But then he leans forward again with a smile, and in the space of a gasp we’re kissing like we need to: lips and tongue and the occasional dirty drag of teeth. His hands move down to my waist, holding me to him, and when he presses forward, I lift my legs, weightless, wrapping them around him.
It’s been so long, but even still I don’t think anything has felt as good as Ja—
“Don’t get her pregnant!”
We jump apart, eyes darting upward to see a few of the boys from earlier standing in one of the open windows. I tug my tank top strap back up over my shoulder. James treads water a few feet away, eyes moving from the balcony and slowly back to my face, searching. Nothing sucks more than getting busted, and the tension of the moment has been totally punctured. I’m suddenly aware of how cold the water is, how late it’s grown.

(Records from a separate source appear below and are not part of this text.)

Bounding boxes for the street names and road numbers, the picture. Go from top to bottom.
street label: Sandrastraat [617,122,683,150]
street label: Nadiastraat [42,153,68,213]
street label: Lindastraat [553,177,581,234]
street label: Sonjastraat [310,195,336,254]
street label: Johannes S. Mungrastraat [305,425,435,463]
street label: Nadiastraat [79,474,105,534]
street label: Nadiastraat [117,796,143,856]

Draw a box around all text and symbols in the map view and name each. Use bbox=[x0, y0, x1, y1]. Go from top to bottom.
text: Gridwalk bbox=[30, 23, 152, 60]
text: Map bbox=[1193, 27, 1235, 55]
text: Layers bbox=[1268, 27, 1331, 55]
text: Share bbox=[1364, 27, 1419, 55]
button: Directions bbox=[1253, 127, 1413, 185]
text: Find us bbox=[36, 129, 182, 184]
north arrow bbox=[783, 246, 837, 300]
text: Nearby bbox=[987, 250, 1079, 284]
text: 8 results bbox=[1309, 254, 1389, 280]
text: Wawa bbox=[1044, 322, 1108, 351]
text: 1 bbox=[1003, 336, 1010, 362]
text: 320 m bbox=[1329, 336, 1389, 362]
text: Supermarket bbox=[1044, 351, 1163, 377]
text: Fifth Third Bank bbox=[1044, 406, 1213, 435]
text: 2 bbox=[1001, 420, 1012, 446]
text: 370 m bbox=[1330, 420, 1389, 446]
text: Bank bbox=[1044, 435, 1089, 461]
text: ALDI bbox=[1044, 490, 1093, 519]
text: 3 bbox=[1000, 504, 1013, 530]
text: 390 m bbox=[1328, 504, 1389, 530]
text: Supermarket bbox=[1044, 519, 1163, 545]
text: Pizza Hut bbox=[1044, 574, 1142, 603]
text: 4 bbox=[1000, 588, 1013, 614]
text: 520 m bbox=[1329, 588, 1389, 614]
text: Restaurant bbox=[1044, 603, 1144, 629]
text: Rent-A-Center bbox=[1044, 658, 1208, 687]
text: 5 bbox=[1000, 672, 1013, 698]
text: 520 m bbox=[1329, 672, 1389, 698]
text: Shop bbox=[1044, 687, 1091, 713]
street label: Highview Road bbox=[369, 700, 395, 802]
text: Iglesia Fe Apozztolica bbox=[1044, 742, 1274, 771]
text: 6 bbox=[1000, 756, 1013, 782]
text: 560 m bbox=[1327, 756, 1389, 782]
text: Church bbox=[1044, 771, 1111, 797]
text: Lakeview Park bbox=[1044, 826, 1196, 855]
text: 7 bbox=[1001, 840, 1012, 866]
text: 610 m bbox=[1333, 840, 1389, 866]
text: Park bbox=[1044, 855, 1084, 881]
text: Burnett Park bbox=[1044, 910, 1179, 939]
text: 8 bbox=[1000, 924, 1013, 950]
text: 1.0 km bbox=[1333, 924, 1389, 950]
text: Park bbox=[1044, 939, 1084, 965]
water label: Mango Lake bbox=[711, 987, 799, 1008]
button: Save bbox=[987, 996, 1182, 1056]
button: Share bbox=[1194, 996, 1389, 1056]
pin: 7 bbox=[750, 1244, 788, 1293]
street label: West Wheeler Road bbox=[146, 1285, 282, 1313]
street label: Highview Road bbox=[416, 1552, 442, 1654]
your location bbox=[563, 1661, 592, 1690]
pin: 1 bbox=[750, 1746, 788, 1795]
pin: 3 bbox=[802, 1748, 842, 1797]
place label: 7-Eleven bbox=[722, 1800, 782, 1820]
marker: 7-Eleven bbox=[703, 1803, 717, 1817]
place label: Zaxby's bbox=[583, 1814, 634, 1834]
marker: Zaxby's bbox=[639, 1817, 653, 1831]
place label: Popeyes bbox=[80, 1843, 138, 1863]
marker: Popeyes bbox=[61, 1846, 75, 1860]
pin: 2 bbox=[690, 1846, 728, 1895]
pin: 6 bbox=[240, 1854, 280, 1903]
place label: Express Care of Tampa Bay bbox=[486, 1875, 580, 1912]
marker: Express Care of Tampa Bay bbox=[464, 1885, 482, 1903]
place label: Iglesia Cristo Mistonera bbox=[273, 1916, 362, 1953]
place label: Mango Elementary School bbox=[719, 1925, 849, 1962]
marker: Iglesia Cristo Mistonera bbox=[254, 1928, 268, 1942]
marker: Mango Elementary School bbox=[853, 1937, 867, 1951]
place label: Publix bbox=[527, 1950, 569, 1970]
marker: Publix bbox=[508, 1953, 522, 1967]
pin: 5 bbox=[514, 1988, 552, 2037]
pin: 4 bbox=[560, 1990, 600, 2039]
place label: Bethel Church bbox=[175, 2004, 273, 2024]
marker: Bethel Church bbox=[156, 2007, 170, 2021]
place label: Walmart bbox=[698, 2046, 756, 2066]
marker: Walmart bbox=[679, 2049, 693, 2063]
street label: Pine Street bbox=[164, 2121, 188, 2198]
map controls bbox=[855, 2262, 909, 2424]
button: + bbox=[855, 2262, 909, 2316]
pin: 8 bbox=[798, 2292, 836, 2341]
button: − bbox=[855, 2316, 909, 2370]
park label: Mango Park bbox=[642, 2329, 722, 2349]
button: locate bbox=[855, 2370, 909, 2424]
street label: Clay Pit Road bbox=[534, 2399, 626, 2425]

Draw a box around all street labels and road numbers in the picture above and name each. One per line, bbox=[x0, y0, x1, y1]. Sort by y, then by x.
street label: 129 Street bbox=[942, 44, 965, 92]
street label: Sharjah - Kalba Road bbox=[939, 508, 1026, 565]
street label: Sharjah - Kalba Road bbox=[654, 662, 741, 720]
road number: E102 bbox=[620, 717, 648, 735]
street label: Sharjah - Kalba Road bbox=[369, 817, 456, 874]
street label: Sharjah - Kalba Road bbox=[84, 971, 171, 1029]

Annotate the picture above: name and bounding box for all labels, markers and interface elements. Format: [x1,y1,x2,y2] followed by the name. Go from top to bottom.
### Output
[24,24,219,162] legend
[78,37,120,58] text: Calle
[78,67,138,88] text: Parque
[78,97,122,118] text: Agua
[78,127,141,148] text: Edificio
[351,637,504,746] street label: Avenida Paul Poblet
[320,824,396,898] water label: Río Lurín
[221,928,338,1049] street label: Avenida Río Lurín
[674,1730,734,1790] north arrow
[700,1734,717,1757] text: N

But I’m also aware of what we just did, how he felt against me, and how much I liked it.
James gives the pubescent assholes a stiff salute as if to say Thanks for the tip, you little fuckers, and I climb out of the pool, grabbing the first towel I see.
Partial transcript of interview with
Carey Duncan, July 14
Officer Ali: So you and Mr. McCann were growing close.
Carey Duncan: What makes you say that?
Officer Ali: There seems to be a lot of him in your recollection of what happened.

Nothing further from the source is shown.